Directions for this task:
What follows is a set of records; copy all of it exactly.

BEGIN Information given

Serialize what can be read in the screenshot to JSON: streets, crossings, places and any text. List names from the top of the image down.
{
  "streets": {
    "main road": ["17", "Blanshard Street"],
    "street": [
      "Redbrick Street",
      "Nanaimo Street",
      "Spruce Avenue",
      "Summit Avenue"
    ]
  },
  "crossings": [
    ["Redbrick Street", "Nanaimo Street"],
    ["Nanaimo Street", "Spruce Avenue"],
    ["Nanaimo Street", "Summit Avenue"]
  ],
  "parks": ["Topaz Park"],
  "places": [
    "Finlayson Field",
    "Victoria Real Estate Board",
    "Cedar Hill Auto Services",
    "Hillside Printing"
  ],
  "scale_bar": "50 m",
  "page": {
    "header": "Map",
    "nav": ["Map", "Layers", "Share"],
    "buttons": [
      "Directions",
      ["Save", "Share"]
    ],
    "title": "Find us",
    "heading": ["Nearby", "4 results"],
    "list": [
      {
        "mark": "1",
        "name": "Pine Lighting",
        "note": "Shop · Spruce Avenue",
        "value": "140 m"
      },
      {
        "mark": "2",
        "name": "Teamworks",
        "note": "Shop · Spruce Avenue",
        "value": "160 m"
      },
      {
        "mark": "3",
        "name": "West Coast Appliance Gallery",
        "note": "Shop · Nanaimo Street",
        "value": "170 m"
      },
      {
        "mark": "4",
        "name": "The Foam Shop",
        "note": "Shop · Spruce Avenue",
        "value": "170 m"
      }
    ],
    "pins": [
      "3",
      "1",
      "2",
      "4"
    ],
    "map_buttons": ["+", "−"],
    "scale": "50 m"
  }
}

END Information given

Output for this exercise:
Serialize what can be read in the screenshot to JSON: streets, crossings, places and any text. List names from the top of the image down.
{
  "streets": {
    "main road": ["17", "Blanshard Street"],
    "street": [
      "Redbrick Street",
      "Nanaimo Street",
      "Spruce Avenue",
      "Summit Avenue"
    ]
  },
  "crossings": [
    ["Redbrick Street", "Nanaimo Street"],
    ["Nanaimo Street", "Spruce Avenue"],
    ["Nanaimo Street", "Summit Avenue"]
  ],
  "parks": ["Topaz Park"],
  "places": [
    "Finlayson Field",
    "Victoria Real Estate Board",
    "Cedar Hill Auto Services",
    "Hillside Printing"
  ],
  "scale_bar": "50 m",
  "page": {
    "header": "Map",
    "nav": ["Map", "Layers", "Share"],
    "buttons": [
      "Directions",
      ["Save", "Share"]
    ],
    "title": "Find us",
    "heading": ["Nearby", "4 results"],
    "list": [
      {
        "mark": "1",
        "name": "Pine Lighting",
        "note": "Shop · Spruce Avenue",
        "value": "140 m"
      },
      {
        "mark": "2",
        "name": "Teamworks",
        "note": "Shop · Spruce Avenue",
        "value": "160 m"
      },
      {
        "mark": "3",
        "name": "West Coast Appliance Gallery",
        "note": "Shop · Nanaimo Street",
        "value": "170 m"
      },
      {
        "mark": "4",
        "name": "The Foam Shop",
        "note": "Shop · Spruce Avenue",
        "value": "170 m"
      }
    ],
    "pins": [
      "3",
      "1",
      "2",
      "4"
    ],
    "map_buttons": ["+", "−"],
    "scale": "50 m"
  }
}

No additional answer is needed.